Webscraping with RSelenium

Automate your browser actions

Etienne Bacher

LISER

2023-03-17



  • Motivation: when do we need RSelenium?


  • Get started


  • Basic example


  • Advanced example

Static and dynamic pages

Static and dynamic pages



The web works with 3 languages:

  • HTML: content and structure of the page
  • CSS: style of the page
  • JavaScript: interactions with the page

Static and dynamic pages



The web works with 3 languages:

  • HTML: content and structure of the page

  • CSS: style of the page

  • JavaScript: interactions with the page

Static vs dynamic



Static webpage:

  • all the information is loaded with the page;
  • changing a parameter modifies the URL


Examples: Wikipedia, IMDB, elections results from El Pais, etc.

Example: elections results in Spain from the website of El Pais


Static vs dynamic



Dynamic webpage: the website uses JavaScript to fetch data from their server and dynamically update the page.


Example: Premier League stats.

Example: Premier League stats

Why is it harder to do webscraping with dynamic pages?

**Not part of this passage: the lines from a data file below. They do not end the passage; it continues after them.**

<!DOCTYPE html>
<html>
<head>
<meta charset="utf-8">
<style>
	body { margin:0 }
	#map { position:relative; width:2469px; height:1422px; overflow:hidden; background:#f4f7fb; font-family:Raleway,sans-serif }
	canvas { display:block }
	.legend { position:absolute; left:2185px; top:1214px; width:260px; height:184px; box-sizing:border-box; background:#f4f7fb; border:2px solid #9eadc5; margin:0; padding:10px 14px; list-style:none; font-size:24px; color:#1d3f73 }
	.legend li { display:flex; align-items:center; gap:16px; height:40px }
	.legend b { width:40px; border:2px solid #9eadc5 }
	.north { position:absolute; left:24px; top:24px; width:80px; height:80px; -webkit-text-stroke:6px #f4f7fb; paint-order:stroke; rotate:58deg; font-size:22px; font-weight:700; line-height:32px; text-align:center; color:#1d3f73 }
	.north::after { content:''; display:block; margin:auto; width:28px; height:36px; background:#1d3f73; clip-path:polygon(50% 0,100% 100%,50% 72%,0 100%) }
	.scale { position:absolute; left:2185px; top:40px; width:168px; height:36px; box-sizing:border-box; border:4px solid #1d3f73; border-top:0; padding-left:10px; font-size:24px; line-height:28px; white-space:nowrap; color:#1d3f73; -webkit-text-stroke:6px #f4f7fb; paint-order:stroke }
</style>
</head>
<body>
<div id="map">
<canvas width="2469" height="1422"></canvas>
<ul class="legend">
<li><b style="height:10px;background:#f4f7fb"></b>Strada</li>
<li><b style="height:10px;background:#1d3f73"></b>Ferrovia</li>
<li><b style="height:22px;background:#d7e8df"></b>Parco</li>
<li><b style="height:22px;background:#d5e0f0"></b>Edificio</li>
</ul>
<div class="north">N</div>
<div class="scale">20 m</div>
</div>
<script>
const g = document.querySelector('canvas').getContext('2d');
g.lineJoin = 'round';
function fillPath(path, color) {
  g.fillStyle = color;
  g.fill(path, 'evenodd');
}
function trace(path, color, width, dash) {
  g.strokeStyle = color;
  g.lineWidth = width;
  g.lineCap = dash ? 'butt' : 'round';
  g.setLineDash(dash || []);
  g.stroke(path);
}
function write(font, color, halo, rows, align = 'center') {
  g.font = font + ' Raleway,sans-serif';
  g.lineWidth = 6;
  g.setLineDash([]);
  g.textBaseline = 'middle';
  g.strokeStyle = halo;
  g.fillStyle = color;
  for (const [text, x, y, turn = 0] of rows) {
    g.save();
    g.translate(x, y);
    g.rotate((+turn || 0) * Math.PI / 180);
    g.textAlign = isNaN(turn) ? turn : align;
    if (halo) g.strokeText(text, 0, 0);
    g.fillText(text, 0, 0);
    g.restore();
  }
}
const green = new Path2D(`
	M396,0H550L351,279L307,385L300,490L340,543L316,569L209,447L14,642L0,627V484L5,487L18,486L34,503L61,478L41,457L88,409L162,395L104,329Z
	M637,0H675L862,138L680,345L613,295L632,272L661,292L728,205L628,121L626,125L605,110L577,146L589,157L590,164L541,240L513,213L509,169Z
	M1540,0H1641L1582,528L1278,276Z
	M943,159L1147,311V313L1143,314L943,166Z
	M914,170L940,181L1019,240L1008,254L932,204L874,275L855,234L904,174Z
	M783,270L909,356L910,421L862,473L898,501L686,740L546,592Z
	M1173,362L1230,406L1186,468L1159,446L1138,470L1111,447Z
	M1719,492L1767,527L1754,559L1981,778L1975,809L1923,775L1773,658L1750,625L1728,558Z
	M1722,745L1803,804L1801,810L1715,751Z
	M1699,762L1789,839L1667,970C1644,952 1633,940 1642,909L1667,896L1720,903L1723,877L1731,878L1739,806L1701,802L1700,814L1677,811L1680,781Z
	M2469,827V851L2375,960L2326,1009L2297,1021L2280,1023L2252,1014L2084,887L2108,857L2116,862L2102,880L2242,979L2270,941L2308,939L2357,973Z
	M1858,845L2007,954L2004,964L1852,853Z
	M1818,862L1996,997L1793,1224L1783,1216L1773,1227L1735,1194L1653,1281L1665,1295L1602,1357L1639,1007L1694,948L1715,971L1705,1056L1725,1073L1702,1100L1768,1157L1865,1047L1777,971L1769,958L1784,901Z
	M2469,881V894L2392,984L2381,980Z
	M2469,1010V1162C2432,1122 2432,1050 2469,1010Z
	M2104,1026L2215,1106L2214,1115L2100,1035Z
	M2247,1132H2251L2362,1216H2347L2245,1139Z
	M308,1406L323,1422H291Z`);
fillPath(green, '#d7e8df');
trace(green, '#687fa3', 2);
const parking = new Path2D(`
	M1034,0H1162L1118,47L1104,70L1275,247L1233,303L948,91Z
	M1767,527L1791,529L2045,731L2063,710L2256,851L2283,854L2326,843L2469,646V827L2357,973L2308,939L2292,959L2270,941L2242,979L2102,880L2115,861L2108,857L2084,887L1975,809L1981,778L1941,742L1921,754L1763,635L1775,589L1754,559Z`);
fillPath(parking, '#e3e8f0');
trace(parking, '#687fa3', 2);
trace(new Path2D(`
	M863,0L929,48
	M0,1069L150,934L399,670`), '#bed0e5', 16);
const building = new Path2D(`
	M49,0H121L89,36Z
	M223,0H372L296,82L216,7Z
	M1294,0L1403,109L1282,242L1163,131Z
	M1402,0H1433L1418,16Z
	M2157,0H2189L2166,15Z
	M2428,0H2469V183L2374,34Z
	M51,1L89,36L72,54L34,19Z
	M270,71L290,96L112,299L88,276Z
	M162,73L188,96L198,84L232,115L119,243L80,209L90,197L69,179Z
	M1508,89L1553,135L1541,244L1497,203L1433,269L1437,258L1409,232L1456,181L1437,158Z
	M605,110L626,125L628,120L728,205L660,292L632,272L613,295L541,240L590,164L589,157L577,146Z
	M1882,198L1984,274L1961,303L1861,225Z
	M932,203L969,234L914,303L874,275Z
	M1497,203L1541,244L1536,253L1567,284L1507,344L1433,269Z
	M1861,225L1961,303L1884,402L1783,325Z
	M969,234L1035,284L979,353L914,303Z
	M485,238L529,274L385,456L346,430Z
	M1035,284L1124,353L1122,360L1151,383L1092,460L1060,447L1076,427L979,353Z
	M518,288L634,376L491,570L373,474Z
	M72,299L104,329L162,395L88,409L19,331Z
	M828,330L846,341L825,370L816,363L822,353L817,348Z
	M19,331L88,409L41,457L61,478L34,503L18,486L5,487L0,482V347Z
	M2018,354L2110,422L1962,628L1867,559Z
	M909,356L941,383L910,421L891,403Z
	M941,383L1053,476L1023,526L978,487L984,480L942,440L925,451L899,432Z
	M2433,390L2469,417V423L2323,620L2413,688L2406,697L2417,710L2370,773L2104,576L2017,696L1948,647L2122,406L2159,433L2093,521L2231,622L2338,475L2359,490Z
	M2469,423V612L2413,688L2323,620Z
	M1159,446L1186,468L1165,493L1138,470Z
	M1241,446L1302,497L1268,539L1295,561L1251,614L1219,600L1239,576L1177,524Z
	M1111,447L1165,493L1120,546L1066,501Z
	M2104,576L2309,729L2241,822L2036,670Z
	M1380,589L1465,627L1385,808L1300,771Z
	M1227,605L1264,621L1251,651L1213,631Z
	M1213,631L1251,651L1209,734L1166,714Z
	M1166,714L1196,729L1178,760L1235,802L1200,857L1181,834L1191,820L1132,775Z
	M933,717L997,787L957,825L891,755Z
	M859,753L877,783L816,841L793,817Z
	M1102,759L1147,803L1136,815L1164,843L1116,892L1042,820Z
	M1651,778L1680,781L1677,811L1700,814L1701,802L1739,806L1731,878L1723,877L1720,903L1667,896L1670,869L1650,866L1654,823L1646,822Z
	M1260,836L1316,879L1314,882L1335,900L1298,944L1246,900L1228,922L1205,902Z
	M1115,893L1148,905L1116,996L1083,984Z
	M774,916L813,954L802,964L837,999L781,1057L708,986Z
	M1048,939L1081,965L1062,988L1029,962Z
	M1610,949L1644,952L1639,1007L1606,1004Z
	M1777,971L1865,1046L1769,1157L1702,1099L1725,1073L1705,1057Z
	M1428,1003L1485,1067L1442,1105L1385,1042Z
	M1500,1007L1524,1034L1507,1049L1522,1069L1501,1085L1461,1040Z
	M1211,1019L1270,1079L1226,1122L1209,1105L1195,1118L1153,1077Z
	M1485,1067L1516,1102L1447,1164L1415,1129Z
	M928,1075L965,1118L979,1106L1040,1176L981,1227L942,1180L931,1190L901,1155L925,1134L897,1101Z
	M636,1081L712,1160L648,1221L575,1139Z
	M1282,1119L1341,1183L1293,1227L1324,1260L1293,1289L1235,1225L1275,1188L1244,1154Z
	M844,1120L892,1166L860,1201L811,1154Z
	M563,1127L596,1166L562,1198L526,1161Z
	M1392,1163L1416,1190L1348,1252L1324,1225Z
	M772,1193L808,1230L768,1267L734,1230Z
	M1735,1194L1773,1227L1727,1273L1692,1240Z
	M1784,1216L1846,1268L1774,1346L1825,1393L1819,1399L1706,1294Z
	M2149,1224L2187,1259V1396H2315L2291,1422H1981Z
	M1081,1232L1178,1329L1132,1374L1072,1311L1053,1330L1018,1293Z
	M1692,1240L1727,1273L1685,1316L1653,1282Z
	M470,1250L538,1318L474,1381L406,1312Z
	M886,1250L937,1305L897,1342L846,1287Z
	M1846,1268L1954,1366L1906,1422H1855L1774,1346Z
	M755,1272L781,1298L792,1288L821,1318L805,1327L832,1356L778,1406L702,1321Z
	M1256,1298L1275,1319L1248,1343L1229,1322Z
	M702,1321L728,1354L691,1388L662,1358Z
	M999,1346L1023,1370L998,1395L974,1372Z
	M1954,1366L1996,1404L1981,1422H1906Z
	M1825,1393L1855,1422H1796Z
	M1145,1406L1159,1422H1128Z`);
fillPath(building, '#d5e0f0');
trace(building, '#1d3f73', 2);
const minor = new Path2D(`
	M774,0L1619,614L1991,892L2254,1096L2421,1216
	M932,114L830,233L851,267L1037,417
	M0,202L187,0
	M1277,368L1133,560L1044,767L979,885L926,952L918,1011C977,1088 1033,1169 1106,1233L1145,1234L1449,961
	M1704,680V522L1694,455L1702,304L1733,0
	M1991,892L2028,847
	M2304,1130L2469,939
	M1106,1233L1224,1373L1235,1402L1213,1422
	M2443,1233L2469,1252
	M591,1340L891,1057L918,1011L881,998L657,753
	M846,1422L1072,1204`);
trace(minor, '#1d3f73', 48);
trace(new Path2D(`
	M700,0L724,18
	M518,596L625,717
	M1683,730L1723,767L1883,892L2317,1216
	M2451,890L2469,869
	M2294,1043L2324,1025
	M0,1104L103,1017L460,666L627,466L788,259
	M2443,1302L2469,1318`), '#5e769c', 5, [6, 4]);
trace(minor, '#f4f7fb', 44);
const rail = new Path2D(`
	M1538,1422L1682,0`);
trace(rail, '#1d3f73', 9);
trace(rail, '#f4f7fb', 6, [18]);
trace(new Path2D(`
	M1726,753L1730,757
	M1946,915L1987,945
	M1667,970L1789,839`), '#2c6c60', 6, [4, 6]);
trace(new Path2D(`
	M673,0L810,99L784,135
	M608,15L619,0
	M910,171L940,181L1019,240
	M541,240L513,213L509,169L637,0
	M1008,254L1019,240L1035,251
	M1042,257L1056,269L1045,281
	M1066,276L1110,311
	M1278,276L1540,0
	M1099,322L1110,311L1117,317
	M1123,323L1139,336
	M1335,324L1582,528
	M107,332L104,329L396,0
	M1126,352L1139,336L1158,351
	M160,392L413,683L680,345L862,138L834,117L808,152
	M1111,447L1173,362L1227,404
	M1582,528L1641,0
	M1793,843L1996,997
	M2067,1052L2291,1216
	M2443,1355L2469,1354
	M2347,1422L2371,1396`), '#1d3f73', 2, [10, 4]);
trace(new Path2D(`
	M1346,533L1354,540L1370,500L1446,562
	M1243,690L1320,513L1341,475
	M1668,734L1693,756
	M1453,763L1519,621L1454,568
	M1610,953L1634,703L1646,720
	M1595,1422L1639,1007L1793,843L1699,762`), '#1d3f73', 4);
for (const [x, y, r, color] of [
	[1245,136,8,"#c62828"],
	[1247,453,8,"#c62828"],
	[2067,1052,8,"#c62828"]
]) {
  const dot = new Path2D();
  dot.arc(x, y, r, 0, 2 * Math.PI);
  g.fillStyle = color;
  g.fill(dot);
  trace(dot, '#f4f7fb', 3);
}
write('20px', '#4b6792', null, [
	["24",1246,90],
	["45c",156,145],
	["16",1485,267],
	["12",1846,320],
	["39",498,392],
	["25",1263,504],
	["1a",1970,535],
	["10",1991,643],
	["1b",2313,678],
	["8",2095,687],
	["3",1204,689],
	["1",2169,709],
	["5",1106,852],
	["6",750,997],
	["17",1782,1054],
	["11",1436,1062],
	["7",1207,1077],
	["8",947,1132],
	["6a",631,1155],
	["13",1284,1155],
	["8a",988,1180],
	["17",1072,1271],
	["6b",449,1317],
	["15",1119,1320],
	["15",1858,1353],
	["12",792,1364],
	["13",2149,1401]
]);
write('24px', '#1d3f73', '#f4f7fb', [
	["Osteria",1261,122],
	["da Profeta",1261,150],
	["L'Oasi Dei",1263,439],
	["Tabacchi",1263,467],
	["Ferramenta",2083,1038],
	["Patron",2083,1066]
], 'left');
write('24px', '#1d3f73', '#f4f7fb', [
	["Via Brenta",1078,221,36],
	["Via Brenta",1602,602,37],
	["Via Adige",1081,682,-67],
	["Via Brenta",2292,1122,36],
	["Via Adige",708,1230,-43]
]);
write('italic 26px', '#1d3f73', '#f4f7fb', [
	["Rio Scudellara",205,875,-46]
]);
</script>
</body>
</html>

Webscraping a static website can be quite simple:

  • you get a list of URLs;
  • download the HTML for each of them;
  • read and clean the HTML

and that’s it.


This is “easy” because you can identify two pages with different content just by looking at their URL.





In dynamic pages, there’s no obvious way to see that the inputs are different.



So it seems that the only way to get the data is to go manually through all pages.

(R)Selenium

Idea


Idea: control the browser from the command line.


“I wish I could click on this button to open a modal”

remote_driver$
  findElement(using = "css", value = ".my-button")$
  clickElement()


“I wish I could fill these inputs to automatically connect”

remote_driver$
  findElement(using = "id", value = "password")$
  sendKeysToElement(list("my_super_secret_password"))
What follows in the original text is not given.